» **TO DO**
Check every line below for the word "symbols" and give only the number of lines where it appears.

Start of GIVEN RECORDS

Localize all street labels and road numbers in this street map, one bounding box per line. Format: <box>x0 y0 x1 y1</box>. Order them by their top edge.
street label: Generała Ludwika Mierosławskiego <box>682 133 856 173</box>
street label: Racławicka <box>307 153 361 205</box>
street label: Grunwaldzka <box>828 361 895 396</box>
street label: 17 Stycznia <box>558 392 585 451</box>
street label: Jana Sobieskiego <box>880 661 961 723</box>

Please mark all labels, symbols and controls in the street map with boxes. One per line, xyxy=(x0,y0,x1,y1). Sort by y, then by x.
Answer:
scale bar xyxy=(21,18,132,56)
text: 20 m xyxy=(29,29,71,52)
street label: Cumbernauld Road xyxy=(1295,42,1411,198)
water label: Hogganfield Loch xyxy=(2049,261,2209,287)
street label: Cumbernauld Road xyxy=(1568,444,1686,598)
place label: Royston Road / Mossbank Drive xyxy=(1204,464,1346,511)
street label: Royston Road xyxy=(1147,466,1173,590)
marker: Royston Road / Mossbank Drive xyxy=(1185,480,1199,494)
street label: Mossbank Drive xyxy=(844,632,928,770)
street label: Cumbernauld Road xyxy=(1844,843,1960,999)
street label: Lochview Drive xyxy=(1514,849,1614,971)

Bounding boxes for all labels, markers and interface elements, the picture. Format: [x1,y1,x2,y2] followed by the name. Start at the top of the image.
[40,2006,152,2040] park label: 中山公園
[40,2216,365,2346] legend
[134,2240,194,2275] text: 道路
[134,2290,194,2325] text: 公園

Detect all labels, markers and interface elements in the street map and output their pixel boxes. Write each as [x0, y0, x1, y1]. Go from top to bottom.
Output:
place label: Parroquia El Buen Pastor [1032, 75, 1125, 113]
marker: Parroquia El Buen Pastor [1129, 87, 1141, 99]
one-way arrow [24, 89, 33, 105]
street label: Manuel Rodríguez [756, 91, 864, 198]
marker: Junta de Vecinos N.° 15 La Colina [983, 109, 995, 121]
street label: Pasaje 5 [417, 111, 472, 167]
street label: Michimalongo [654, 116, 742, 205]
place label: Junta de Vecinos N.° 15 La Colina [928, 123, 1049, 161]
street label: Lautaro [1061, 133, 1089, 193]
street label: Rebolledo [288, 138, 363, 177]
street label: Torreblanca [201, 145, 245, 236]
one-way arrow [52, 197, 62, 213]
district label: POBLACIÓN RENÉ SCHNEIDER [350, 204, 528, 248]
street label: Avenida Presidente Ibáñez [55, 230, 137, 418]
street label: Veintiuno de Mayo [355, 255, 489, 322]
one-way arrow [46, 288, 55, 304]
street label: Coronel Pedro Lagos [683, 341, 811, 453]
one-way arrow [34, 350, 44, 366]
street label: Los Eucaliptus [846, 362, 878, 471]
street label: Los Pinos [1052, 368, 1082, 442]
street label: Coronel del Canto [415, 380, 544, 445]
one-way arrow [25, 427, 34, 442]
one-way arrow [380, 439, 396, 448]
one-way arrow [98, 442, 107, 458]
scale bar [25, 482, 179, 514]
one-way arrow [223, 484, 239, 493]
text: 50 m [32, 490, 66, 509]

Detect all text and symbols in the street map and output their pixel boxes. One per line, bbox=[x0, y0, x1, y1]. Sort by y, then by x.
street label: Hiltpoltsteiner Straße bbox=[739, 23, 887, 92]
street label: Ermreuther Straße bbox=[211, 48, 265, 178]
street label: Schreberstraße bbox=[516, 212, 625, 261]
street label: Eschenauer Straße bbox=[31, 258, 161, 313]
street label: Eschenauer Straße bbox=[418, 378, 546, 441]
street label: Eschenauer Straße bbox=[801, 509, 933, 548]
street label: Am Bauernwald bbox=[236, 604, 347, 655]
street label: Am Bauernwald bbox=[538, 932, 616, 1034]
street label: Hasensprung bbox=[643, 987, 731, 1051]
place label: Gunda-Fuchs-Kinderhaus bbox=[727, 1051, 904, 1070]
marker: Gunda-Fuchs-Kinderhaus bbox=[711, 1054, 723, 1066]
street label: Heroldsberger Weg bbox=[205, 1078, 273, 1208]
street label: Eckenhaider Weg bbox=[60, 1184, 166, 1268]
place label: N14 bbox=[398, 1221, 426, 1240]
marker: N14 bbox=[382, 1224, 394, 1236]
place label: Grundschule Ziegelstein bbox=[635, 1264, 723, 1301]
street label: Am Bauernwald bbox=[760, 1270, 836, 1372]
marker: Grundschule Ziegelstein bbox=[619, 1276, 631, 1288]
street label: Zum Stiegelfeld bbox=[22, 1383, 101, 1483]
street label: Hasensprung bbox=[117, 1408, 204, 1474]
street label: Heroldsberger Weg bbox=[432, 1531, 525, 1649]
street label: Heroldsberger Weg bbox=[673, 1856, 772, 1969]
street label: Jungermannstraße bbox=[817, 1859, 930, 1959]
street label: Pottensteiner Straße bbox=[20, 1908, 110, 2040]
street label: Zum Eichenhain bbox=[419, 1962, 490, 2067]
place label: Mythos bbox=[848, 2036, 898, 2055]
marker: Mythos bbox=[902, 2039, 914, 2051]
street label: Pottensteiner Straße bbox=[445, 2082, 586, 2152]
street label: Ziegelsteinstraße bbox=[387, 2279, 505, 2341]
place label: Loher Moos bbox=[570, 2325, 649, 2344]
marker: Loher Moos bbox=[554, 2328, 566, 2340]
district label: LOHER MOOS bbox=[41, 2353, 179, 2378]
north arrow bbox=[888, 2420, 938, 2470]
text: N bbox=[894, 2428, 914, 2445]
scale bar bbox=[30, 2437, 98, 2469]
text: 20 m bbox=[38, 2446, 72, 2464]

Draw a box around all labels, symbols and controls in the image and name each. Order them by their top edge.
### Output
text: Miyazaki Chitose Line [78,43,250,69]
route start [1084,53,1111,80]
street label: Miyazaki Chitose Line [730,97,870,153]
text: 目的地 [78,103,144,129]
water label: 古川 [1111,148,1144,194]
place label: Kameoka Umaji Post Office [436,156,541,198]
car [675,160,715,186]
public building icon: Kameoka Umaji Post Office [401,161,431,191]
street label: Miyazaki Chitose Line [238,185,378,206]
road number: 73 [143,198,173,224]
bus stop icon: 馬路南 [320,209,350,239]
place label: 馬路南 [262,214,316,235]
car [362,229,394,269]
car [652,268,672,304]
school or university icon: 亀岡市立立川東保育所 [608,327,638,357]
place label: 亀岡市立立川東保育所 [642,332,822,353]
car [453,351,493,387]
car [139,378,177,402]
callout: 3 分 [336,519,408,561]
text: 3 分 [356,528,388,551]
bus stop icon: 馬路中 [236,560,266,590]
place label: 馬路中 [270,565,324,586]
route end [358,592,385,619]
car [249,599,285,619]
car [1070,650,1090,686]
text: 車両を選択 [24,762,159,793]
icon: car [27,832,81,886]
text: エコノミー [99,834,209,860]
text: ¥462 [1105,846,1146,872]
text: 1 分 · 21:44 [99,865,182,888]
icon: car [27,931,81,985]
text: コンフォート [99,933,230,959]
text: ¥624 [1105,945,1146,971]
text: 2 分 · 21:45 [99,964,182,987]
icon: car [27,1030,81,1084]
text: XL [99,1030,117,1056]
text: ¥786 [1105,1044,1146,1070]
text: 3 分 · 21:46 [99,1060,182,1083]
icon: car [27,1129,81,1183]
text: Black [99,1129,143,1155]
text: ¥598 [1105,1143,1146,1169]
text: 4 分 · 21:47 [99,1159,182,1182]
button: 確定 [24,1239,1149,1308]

End of GIVEN RECORDS

» **RESPONSE AREA**
3